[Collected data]
*** Begin section ***
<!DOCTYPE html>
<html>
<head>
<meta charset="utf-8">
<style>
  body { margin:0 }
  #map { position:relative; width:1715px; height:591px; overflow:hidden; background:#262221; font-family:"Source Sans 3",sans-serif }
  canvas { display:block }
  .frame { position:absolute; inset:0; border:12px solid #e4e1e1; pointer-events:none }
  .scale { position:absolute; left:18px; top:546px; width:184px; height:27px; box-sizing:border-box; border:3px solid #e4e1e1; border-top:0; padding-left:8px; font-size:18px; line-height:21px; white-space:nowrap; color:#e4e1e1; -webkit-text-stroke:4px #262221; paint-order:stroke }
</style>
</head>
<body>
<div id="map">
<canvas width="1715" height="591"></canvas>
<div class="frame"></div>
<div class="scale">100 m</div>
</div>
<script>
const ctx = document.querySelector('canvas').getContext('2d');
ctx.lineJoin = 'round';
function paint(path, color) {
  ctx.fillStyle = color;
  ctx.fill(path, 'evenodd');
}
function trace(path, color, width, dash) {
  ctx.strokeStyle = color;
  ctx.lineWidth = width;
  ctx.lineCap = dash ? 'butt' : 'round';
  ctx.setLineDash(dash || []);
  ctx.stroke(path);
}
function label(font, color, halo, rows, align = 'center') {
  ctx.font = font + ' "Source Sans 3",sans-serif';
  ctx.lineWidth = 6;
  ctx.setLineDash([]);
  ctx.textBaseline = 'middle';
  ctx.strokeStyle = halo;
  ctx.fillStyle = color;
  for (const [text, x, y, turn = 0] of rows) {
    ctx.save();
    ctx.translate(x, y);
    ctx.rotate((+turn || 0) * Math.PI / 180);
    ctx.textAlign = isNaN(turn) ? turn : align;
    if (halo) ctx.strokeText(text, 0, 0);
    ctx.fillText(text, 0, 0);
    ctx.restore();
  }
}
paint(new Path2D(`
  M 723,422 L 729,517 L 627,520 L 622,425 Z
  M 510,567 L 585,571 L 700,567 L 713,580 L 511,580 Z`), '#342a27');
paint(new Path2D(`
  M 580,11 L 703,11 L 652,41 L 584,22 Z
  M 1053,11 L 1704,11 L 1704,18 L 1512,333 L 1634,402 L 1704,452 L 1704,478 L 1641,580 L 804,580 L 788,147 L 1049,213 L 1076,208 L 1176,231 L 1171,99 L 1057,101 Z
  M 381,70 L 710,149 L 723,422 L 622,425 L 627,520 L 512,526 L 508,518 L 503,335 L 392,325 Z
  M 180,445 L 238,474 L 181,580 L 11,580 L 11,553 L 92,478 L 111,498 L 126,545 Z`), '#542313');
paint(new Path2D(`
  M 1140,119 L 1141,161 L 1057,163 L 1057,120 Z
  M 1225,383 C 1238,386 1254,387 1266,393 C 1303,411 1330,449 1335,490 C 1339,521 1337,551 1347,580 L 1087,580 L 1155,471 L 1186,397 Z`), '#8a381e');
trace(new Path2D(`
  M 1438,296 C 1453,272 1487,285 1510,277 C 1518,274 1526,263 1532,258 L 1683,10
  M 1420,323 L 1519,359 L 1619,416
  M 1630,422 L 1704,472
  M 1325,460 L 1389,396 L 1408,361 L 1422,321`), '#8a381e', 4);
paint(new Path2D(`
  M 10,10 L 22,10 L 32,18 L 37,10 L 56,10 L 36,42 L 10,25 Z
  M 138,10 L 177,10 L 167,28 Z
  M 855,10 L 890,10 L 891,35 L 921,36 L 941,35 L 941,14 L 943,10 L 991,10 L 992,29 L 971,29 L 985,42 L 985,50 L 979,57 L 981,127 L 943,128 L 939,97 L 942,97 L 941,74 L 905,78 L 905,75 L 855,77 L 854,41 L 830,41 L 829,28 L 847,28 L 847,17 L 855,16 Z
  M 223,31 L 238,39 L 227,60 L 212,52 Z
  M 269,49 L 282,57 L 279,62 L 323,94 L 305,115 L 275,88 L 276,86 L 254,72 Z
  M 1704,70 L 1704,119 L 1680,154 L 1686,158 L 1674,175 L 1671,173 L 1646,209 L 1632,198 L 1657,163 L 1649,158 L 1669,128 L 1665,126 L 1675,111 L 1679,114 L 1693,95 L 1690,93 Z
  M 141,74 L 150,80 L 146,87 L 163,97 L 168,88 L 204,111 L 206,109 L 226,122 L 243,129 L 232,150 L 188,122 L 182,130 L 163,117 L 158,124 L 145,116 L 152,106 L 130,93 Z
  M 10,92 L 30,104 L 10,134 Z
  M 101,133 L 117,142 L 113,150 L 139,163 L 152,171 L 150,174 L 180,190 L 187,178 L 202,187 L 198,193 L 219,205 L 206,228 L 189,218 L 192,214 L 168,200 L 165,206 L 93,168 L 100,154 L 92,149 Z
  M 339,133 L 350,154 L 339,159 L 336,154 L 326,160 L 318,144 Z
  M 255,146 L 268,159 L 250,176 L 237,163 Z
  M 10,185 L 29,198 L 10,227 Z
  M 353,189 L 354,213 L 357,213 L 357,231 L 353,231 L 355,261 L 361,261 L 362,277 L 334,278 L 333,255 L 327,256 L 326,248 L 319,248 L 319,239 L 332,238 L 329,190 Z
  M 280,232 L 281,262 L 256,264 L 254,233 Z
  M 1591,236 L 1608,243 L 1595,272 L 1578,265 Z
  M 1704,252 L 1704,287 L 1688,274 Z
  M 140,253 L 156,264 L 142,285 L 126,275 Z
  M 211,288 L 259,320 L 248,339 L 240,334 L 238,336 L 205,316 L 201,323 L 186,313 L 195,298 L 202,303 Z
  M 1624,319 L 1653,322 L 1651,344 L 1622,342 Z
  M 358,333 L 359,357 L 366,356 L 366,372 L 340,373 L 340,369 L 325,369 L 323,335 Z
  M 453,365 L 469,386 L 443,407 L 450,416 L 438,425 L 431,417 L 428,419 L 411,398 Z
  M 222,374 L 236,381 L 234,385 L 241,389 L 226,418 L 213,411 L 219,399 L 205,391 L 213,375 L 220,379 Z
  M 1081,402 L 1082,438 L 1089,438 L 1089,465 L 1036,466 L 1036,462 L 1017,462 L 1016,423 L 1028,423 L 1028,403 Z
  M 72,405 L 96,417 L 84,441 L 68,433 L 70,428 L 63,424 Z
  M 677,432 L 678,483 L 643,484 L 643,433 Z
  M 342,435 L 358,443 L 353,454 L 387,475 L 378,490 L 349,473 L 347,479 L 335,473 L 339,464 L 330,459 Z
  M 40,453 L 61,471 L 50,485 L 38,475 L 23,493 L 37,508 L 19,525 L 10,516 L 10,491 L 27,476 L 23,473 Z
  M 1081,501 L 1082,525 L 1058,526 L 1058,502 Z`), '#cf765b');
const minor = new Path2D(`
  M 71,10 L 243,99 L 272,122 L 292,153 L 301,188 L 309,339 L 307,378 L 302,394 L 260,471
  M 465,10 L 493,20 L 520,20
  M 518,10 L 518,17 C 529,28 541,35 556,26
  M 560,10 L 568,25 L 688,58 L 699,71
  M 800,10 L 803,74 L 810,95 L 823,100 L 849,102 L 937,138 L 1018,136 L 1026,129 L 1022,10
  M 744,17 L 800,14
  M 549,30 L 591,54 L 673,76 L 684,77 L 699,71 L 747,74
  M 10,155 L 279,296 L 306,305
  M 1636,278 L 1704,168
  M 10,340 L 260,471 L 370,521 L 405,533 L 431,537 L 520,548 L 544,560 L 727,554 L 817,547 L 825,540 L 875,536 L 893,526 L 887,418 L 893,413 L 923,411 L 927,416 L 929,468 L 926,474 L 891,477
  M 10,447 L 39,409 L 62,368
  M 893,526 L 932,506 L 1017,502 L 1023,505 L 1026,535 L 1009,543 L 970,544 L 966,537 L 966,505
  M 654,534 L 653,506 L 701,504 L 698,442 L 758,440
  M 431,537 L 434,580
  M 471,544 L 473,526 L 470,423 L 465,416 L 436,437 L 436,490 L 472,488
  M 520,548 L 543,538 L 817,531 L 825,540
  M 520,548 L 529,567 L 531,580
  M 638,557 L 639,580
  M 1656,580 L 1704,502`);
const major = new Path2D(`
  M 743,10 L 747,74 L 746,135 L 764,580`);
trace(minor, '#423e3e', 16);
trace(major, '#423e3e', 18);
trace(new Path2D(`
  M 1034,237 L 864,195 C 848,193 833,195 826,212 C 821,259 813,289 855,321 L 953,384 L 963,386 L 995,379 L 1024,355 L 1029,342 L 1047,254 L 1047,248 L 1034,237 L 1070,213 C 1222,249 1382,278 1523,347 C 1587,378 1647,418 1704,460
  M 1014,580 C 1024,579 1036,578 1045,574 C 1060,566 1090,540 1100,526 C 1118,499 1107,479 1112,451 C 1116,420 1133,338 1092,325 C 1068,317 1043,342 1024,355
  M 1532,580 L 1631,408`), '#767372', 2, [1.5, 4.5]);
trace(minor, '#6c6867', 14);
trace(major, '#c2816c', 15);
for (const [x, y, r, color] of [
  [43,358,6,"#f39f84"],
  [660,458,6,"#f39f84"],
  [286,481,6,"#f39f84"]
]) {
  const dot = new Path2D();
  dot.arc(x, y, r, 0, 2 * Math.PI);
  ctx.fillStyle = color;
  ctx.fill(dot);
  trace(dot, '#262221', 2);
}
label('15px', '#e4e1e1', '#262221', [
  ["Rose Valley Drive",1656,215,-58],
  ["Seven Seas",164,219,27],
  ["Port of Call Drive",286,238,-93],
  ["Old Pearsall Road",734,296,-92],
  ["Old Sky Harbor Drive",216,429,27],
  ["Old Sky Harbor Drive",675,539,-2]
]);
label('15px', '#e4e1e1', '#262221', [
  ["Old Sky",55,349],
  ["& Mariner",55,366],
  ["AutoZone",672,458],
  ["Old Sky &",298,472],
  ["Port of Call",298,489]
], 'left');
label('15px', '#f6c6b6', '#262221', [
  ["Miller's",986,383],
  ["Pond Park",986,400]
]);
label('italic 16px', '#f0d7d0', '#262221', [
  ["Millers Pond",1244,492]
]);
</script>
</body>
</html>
*** End section ***
_PROBLEM DESCRIPTION_:
Every line holding the string "rows" should be copied here, so please find those lines in the data.

_PROBLEM SOLUTION_:
function label(font, color, halo, rows, align = 'center') {
  for (const [text, x, y, turn = 0] of rows) {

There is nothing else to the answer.